+++ DATA SUPPLIED

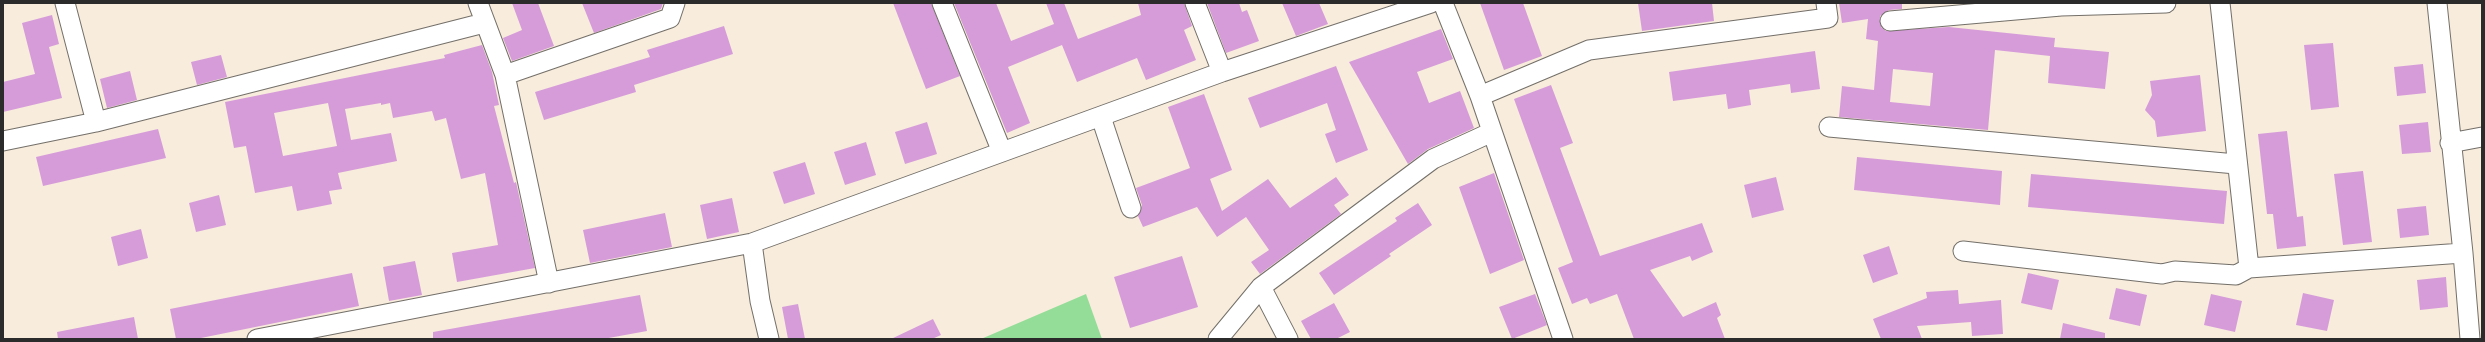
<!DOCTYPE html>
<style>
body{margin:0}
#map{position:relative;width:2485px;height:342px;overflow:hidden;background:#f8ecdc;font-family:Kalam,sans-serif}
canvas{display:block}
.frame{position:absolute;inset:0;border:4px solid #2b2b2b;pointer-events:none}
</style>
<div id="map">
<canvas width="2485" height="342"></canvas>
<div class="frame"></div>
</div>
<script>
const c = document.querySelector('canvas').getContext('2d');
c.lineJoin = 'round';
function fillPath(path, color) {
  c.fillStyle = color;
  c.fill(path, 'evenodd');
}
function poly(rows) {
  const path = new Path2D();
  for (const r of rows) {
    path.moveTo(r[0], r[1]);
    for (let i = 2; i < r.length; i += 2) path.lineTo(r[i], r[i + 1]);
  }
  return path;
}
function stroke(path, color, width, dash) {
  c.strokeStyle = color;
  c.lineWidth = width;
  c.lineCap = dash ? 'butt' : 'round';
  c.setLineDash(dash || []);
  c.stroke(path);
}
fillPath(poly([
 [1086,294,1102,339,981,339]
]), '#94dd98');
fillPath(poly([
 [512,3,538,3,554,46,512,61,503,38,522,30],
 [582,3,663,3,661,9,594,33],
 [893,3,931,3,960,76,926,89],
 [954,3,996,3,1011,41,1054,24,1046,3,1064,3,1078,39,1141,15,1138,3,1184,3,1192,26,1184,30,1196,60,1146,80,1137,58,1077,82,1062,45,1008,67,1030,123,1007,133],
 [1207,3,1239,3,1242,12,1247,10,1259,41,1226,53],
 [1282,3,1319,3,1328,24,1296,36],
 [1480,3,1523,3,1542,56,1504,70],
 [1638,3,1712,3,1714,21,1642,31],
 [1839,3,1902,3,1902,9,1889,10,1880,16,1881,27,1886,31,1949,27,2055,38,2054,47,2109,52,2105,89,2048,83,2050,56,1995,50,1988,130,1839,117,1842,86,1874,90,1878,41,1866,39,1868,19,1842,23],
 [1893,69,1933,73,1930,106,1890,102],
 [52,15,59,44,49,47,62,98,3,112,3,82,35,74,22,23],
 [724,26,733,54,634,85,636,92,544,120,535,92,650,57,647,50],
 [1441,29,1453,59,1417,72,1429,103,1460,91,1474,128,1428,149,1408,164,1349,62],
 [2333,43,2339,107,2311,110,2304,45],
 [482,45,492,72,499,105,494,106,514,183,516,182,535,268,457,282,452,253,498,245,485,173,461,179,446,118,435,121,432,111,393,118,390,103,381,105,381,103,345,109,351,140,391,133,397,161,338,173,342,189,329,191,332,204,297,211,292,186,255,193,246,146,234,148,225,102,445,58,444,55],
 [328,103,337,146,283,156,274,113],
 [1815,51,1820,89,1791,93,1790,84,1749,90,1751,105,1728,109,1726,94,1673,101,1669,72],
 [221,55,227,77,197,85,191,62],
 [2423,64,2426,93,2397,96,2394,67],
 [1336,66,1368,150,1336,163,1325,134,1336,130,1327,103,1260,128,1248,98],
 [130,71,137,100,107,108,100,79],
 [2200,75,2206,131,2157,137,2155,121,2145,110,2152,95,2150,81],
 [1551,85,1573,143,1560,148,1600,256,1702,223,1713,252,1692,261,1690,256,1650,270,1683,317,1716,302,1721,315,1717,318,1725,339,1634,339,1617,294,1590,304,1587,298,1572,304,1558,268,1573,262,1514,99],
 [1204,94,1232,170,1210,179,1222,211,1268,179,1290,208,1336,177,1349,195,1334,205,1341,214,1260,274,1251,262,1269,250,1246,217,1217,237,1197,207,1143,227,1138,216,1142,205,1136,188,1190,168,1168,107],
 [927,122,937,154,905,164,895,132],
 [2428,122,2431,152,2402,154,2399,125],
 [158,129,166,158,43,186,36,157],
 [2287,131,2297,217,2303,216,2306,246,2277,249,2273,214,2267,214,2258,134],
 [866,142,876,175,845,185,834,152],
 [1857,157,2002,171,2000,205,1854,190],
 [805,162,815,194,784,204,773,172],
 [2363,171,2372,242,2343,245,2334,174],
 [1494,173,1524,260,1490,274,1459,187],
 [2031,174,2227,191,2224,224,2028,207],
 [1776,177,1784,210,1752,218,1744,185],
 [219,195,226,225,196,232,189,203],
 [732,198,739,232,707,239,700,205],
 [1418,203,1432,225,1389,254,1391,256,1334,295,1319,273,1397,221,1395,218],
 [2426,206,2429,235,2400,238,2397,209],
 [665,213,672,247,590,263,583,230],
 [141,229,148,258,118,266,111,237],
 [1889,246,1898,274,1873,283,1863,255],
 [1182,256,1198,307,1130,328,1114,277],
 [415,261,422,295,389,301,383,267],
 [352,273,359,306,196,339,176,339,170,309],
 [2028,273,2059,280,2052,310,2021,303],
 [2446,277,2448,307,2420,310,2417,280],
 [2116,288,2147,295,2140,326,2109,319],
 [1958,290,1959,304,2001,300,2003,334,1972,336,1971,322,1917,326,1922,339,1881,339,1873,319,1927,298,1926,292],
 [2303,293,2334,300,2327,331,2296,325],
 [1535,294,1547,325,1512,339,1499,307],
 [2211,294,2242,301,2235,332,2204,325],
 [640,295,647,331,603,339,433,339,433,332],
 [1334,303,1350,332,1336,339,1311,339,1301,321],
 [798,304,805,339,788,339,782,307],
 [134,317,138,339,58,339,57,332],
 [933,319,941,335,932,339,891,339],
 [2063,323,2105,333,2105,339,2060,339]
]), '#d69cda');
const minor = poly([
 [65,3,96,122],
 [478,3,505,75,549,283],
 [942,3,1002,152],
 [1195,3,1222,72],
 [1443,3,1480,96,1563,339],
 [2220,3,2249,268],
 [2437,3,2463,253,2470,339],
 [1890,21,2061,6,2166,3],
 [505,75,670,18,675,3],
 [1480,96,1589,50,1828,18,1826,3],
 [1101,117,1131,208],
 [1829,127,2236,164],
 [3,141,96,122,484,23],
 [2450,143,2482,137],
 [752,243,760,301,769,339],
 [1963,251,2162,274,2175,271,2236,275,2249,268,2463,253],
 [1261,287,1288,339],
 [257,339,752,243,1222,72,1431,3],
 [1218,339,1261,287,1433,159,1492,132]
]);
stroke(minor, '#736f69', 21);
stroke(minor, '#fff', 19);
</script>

++++++
+++ DATA SUPPLIED

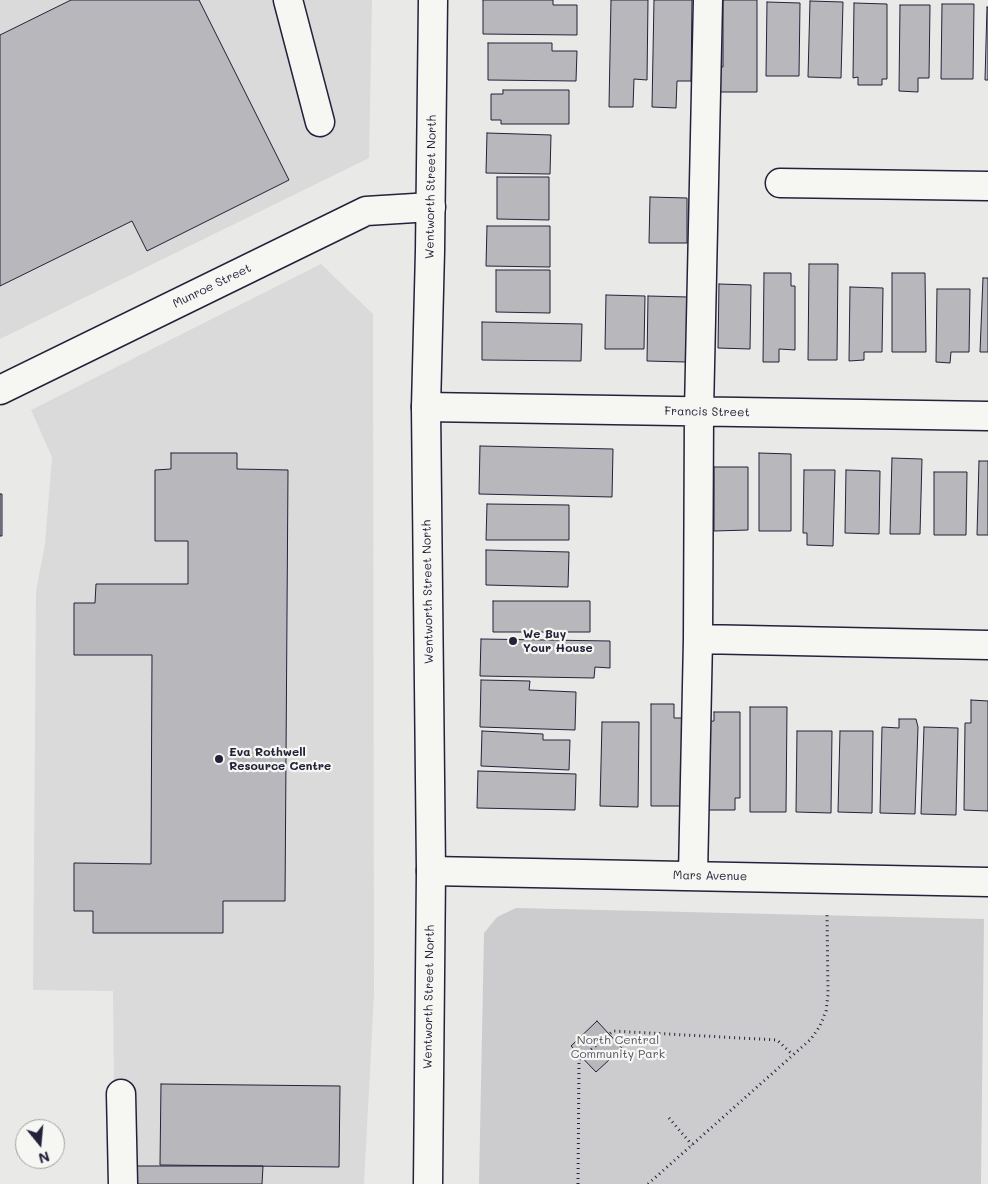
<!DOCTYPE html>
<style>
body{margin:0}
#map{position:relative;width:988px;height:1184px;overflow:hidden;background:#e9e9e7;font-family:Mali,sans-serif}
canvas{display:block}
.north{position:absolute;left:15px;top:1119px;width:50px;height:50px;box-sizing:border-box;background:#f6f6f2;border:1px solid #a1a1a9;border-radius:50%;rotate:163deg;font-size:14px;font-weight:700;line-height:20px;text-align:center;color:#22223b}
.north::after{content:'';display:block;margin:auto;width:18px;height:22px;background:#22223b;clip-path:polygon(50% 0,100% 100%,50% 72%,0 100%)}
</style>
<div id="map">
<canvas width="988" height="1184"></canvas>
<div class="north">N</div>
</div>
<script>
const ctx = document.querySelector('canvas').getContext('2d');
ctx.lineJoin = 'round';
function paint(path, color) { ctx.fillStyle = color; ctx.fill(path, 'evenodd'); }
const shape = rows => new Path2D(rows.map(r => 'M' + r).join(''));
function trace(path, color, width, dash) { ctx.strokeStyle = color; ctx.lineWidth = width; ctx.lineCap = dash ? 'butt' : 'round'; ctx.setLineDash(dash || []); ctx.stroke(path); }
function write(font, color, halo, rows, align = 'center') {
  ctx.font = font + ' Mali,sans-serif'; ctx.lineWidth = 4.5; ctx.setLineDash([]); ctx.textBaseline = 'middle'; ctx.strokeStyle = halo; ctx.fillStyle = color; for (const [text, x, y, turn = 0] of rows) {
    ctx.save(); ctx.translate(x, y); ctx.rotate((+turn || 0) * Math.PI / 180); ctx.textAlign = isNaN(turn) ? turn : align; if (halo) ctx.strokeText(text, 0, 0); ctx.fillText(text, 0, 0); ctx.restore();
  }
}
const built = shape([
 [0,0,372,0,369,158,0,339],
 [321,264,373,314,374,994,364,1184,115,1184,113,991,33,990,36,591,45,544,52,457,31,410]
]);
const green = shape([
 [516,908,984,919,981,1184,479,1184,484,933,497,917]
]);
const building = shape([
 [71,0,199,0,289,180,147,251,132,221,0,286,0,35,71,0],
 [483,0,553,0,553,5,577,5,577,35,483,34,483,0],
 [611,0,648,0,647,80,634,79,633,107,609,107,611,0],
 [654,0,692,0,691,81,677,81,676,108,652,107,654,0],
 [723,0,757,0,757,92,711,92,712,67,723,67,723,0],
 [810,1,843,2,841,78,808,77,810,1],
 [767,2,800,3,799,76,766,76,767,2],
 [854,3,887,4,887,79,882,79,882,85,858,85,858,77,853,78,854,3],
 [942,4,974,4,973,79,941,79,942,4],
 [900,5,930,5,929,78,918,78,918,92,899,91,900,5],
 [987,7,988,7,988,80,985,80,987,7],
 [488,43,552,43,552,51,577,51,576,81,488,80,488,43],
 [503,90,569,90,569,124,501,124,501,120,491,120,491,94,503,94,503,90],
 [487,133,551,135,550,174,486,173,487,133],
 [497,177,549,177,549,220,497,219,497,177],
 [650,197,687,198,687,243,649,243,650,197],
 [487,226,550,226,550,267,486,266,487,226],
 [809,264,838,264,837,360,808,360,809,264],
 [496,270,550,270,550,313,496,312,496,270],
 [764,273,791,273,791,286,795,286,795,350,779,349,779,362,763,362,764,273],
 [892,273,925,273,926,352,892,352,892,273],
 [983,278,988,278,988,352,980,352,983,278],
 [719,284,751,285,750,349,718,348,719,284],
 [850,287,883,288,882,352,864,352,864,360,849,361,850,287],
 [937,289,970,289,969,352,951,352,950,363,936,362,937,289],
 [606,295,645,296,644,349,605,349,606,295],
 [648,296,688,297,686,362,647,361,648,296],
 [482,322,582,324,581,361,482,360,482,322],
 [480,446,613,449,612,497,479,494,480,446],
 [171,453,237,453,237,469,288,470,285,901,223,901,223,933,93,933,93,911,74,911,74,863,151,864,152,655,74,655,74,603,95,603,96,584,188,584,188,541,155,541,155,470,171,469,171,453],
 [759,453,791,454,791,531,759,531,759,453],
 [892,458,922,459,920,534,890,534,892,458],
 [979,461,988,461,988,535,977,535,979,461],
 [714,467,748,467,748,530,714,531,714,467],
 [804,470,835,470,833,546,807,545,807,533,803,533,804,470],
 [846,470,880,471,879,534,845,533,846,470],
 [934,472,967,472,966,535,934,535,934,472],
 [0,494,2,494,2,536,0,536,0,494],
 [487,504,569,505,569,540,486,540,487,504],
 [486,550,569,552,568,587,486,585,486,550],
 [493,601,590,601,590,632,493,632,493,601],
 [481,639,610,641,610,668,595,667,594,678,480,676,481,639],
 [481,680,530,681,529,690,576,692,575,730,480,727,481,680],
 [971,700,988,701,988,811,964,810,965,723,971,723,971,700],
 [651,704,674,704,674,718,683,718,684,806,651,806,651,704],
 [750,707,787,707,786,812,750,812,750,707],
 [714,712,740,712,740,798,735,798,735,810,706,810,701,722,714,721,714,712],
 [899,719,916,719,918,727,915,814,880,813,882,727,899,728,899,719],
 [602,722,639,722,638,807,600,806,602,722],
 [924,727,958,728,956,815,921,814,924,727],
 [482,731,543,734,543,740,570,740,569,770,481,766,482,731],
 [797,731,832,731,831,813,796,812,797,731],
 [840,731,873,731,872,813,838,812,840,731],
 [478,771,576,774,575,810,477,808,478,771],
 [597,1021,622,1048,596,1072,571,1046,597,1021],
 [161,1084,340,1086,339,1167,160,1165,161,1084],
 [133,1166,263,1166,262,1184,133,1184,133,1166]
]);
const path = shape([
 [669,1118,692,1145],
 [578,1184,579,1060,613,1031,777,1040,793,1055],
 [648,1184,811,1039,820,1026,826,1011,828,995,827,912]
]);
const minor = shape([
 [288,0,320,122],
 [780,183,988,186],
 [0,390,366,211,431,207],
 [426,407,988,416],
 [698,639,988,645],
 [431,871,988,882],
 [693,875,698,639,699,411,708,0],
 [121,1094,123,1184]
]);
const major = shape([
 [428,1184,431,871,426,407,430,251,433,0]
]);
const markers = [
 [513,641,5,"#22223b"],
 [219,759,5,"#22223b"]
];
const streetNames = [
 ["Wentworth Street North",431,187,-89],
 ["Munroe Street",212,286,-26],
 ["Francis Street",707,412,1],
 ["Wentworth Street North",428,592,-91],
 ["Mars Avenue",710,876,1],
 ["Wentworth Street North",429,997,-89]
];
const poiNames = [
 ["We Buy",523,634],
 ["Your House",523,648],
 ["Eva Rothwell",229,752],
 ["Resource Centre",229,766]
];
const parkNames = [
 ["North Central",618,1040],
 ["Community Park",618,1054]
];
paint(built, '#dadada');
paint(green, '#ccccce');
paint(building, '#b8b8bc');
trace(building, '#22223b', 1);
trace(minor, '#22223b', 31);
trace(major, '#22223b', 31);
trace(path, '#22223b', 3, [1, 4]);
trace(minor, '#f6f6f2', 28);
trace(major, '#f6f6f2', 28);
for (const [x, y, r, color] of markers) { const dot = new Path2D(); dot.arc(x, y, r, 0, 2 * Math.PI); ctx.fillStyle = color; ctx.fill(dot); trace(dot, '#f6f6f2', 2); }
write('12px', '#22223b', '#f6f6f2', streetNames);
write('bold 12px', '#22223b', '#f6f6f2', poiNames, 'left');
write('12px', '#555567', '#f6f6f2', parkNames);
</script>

++++++
+++ DATA SUPPLIED

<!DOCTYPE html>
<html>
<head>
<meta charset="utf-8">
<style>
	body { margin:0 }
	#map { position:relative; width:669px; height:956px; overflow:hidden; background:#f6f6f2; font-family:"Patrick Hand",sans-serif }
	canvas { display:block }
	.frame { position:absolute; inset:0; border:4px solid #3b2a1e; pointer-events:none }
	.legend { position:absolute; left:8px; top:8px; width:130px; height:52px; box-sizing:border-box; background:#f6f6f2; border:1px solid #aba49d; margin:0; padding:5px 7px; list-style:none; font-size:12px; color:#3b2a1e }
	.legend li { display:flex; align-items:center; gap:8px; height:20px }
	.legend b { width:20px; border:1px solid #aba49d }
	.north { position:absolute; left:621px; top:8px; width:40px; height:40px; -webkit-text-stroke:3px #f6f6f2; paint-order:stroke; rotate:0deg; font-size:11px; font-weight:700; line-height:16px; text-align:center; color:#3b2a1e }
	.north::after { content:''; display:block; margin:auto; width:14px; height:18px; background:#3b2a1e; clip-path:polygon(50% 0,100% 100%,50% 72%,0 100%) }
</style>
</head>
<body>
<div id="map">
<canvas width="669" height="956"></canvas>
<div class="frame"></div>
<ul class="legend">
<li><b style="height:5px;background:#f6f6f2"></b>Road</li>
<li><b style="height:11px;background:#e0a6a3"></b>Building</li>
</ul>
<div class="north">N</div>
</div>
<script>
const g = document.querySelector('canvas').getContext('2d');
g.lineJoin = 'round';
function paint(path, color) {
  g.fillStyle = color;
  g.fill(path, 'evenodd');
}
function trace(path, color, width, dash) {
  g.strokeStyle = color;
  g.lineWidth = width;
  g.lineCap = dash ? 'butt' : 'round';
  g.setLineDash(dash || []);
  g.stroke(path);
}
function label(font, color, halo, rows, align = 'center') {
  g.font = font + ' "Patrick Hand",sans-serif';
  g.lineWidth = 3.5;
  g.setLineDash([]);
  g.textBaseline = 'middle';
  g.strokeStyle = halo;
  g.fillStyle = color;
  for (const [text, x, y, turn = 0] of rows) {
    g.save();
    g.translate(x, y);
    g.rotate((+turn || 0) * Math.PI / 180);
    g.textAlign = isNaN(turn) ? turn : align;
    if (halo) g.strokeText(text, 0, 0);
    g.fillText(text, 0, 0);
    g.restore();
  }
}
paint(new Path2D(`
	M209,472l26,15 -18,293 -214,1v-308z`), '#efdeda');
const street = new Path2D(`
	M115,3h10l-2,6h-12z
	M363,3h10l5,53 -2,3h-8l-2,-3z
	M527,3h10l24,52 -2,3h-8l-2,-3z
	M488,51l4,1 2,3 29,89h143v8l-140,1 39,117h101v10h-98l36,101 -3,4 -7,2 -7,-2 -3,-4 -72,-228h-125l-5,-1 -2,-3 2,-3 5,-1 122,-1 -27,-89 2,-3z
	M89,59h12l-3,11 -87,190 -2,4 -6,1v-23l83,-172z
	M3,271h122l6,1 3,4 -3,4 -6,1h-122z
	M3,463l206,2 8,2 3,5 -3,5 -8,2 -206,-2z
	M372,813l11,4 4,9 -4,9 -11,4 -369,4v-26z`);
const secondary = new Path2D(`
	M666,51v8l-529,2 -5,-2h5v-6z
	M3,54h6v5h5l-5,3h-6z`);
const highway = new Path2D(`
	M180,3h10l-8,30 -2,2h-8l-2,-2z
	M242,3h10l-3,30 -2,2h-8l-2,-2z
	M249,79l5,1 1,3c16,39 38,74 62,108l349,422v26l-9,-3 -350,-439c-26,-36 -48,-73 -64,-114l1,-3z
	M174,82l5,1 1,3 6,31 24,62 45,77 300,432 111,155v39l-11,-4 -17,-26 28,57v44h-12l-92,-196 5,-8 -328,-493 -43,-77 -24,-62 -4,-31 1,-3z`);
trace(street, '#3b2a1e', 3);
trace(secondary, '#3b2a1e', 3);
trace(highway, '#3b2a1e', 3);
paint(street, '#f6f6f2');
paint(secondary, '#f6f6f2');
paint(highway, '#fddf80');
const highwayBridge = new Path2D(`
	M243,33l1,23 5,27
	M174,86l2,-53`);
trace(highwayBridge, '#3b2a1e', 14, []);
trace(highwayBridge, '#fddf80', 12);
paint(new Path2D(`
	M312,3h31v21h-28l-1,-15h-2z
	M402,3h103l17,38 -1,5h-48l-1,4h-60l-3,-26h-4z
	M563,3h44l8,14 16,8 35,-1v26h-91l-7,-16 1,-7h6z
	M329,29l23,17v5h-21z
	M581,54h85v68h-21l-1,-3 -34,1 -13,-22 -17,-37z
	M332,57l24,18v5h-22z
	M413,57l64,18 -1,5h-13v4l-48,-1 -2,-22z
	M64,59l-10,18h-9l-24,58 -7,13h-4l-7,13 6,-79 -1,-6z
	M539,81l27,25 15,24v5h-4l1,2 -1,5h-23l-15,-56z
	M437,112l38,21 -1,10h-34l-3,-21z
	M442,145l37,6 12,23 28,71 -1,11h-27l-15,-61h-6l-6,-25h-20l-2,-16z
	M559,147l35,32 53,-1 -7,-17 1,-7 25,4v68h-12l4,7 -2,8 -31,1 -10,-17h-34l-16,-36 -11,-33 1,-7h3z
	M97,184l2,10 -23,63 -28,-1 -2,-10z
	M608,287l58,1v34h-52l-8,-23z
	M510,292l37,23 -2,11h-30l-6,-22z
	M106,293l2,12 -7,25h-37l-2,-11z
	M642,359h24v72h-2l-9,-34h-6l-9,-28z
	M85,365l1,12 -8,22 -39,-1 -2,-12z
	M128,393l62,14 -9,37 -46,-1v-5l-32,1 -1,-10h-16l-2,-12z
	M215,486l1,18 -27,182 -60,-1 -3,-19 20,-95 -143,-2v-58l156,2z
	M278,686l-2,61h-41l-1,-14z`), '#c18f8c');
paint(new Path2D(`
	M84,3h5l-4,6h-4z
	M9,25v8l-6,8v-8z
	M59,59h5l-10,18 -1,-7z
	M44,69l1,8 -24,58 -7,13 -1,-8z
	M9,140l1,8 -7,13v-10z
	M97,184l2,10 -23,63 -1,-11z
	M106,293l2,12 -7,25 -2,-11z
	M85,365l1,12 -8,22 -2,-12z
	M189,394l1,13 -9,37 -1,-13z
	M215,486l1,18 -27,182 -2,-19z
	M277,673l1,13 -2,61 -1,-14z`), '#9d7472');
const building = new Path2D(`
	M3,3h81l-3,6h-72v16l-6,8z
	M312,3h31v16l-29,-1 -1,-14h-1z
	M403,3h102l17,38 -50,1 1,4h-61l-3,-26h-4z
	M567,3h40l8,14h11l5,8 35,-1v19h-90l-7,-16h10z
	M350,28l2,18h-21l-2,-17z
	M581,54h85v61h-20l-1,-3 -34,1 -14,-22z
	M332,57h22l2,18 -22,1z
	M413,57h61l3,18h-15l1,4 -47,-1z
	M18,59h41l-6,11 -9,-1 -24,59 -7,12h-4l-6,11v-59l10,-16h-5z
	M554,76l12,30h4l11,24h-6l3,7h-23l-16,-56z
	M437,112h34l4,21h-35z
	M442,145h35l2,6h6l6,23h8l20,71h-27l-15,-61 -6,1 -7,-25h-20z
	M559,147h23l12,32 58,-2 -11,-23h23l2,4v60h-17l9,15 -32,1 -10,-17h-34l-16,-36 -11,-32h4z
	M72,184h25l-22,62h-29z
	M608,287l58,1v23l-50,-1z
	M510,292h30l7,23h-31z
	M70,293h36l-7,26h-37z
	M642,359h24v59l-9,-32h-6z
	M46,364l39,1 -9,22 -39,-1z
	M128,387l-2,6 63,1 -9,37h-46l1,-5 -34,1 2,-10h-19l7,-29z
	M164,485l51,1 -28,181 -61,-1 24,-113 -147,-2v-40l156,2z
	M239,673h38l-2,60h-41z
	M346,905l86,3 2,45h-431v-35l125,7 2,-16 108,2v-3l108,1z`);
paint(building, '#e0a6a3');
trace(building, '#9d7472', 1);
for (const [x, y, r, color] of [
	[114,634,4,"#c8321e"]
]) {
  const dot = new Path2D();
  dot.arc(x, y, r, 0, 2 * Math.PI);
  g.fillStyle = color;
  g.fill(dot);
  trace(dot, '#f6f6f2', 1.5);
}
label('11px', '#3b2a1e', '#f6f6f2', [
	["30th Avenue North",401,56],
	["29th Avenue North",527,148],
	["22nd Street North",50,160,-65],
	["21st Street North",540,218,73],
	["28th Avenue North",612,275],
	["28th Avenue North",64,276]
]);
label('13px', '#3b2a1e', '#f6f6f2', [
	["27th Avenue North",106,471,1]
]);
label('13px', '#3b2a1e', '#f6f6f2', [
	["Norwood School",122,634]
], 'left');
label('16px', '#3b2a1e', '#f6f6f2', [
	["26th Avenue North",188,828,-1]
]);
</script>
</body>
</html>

++++++

WORK REQUEST -
Go through the data above and count the lines that hold "lineCap". Respond with the number and no other words.

RESULT FOR THIS TASK -
3